▶ _COLLECTED DATA_:
■ ■ ■ ■
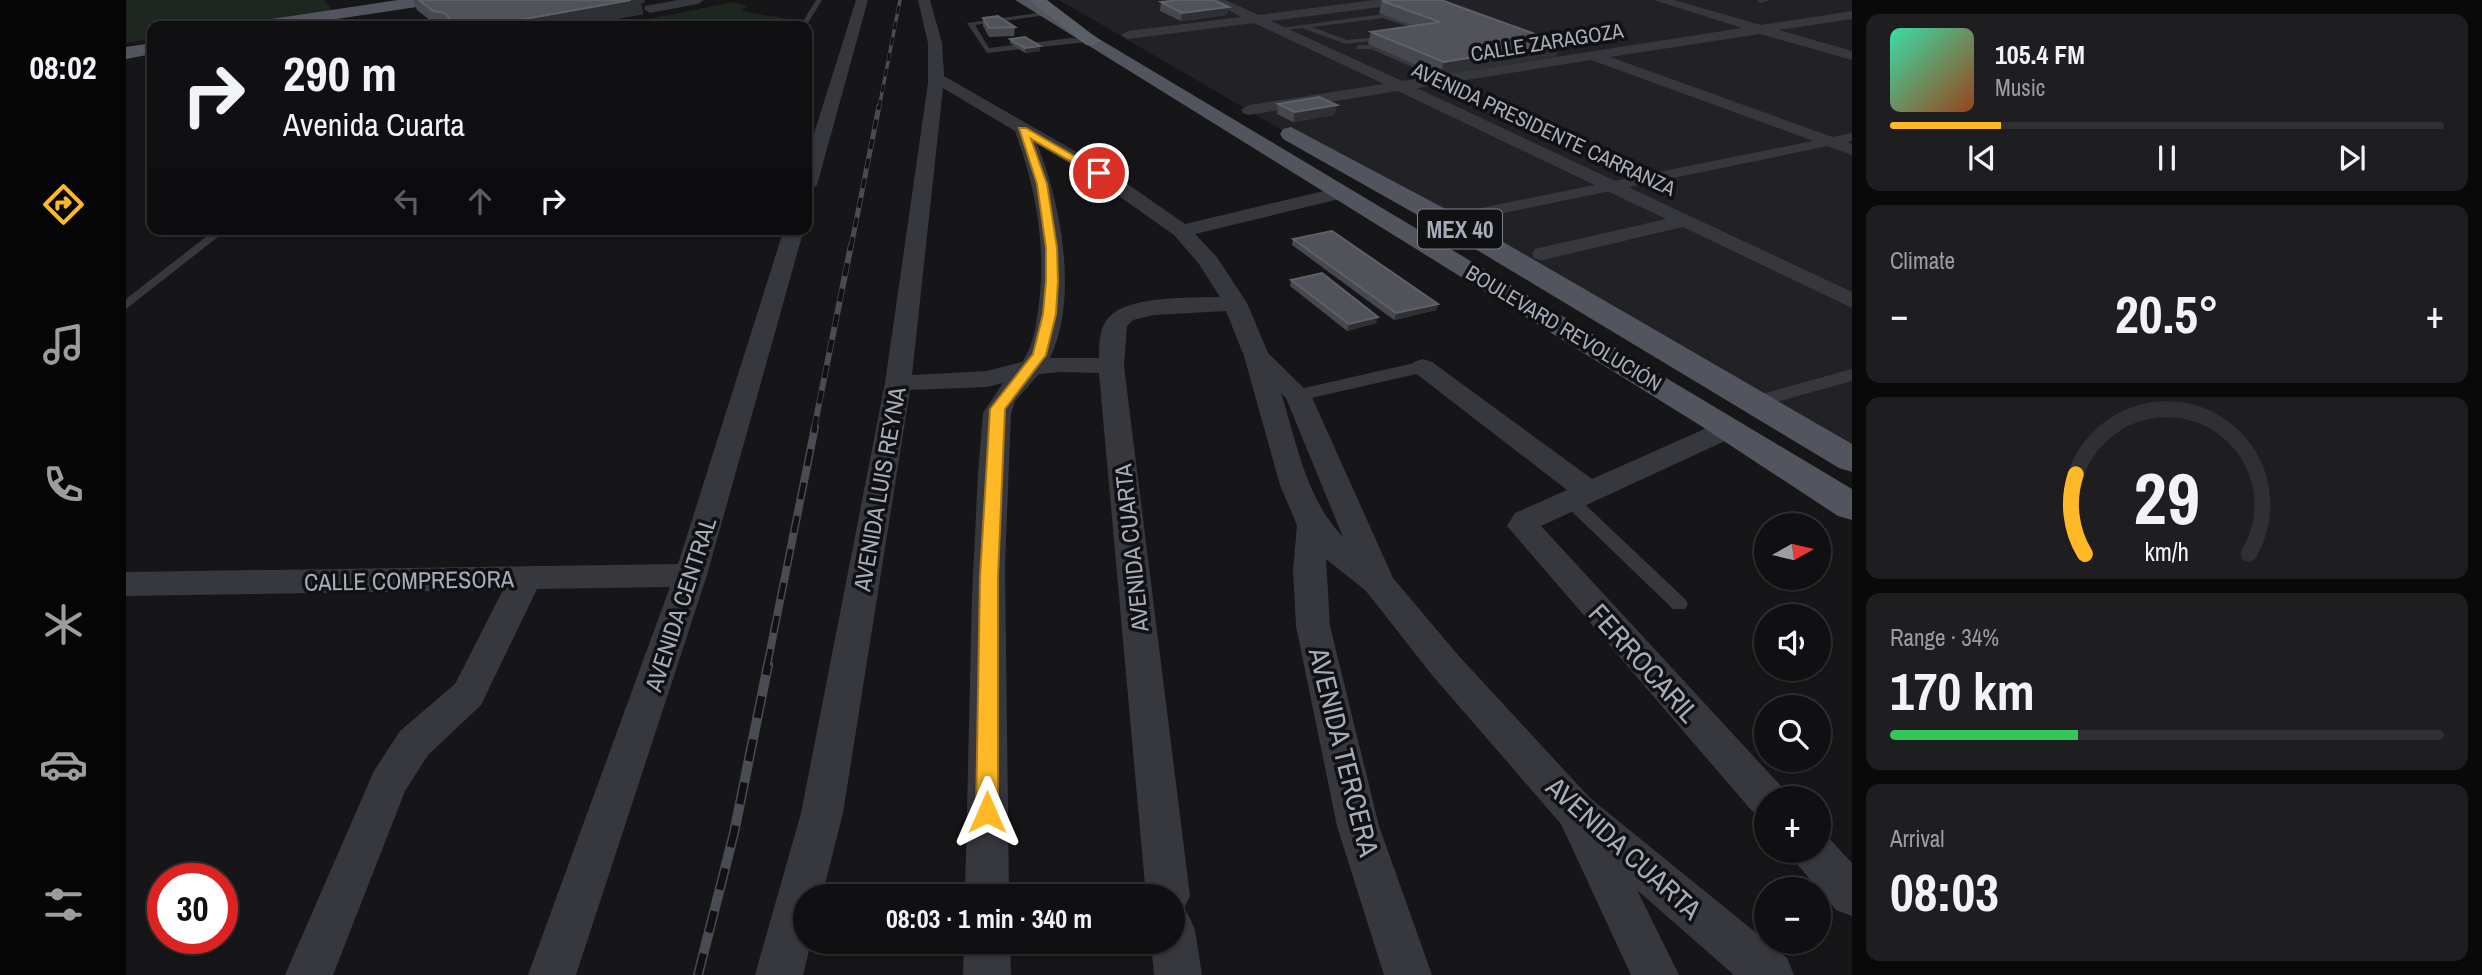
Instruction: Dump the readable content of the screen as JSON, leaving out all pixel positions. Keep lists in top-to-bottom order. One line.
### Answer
{"streets":{"main road":["MEX 40","BOULEVARD REVOLUCIÓN"],"street":["CALLE ZARAGOZA","AVENIDA PRESIDENTE CARRANZA","AVENIDA LUIS REYNA","AVENIDA CUARTA","CALLE COMPRESORA","AVENIDA CENTRAL","FERROCARIL","AVENIDA TERCERA"]},"crossings":[["CALLE ZARAGOZA","AVENIDA PRESIDENTE CARRANZA"],["CALLE ZARAGOZA","MEX 40"],["AVENIDA LUIS REYNA","AVENIDA CUARTA"],["AVENIDA CUARTA","AVENIDA TERCERA"],["CALLE COMPRESORA","AVENIDA CENTRAL"]],"north":"right","page":{"tabs":"08:02","turn":["290 m","Avenida Cuarta"],"song":["105.4 FM","Music"],"tile":["Climate",["Range · 34%","170 km"],["Arrival","08:03"]],"heat":["−","20.5°","+"],"map_buttons":["+","−"],"limit":"30","trip":"08:03 · 1 min · 340 m","gauge":["29","km/h"]}}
■ ■ ■ ■
Could you restate the material word for word, omitting the pictures?

▶ _SOLUTION FOR THIS PROBLEM_:
Instruction: Dump the readable content of the screen as JSON, leaving out all pixel positions. Keep lists in top-to-bottom order. One line.
### Answer
{"streets":{"main road":["MEX 40","BOULEVARD REVOLUCIÓN"],"street":["CALLE ZARAGOZA","AVENIDA PRESIDENTE CARRANZA","AVENIDA LUIS REYNA","AVENIDA CUARTA","CALLE COMPRESORA","AVENIDA CENTRAL","FERROCARIL","AVENIDA TERCERA"]},"crossings":[["CALLE ZARAGOZA","AVENIDA PRESIDENTE CARRANZA"],["CALLE ZARAGOZA","MEX 40"],["AVENIDA LUIS REYNA","AVENIDA CUARTA"],["AVENIDA CUARTA","AVENIDA TERCERA"],["CALLE COMPRESORA","AVENIDA CENTRAL"]],"north":"right","page":{"tabs":"08:02","turn":["290 m","Avenida Cuarta"],"song":["105.4 FM","Music"],"tile":["Climate",["Range · 34%","170 km"],["Arrival","08:03"]],"heat":["−","20.5°","+"],"map_buttons":["+","−"],"limit":"30","trip":"08:03 · 1 min · 340 m","gauge":["29","km/h"]}}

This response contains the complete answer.